------ RECORDS FOR THE EXERCISE ------

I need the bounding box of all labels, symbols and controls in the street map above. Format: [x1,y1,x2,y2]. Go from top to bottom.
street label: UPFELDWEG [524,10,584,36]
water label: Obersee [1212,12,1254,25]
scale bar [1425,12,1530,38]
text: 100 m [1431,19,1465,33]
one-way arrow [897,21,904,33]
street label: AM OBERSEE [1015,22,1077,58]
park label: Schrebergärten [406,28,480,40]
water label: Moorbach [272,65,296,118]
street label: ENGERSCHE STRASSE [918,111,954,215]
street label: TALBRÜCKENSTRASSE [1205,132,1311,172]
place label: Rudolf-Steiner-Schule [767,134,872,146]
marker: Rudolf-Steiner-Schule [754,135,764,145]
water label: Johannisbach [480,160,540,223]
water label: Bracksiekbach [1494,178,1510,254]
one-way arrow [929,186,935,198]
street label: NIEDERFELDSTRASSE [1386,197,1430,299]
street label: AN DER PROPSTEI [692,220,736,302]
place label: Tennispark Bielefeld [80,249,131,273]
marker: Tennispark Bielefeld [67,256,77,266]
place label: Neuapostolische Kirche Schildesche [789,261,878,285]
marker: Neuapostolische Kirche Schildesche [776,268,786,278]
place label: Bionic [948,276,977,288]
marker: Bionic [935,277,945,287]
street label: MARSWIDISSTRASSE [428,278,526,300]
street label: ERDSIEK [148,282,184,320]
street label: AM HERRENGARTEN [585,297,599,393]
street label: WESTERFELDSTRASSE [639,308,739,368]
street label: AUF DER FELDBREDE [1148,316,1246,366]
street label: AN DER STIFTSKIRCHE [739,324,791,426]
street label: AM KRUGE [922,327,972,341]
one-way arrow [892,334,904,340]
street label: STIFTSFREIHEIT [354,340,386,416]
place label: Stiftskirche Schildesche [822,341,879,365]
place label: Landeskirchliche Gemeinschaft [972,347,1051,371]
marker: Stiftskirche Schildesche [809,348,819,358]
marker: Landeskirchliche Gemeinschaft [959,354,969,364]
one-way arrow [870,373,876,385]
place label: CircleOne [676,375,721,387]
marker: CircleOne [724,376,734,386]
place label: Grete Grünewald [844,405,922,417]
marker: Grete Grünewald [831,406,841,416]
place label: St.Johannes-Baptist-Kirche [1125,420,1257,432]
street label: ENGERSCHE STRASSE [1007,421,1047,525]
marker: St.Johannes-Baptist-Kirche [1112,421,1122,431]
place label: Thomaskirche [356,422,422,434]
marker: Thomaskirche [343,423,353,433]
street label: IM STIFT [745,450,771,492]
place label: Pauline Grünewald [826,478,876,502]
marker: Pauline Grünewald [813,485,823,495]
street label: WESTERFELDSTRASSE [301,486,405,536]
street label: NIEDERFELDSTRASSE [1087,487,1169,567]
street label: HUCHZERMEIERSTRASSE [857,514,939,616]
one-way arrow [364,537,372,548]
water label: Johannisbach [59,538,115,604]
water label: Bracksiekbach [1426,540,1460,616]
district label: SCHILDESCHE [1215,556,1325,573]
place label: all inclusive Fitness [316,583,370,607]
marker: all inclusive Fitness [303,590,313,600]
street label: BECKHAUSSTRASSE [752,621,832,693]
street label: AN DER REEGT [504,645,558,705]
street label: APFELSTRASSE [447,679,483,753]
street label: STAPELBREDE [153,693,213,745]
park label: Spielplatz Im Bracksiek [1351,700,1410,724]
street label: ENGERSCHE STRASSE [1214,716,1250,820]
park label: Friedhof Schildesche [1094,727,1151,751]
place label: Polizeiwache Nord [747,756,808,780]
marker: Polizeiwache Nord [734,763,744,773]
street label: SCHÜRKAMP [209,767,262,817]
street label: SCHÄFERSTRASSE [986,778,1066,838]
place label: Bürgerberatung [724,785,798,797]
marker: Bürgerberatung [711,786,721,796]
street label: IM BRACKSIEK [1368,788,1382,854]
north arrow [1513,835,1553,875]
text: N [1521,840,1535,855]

------
------ RECORDS FOR THE EXERCISE ------

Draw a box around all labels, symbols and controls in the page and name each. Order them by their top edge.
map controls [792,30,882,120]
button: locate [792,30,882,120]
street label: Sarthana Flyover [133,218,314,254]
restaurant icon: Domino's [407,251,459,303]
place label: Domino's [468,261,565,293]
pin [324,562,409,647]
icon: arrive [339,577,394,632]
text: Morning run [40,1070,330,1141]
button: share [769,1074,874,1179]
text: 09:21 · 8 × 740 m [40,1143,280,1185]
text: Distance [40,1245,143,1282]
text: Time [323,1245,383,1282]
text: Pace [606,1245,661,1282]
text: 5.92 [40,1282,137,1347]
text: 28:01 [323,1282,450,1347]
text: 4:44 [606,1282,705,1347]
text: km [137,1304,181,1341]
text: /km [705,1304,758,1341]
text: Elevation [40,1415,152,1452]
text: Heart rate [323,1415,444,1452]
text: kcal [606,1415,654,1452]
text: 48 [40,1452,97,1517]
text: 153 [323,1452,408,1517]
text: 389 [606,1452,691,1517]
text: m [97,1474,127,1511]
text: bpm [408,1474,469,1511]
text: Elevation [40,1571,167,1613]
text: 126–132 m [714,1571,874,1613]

------

> ACTION ITEM
All lines above containing the string "WESTERFELDSTRASSE" are to be collected.

> SOLUTION TO THIS EXERCISE
street label: WESTERFELDSTRASSE [639,308,739,368]
street label: WESTERFELDSTRASSE [301,486,405,536]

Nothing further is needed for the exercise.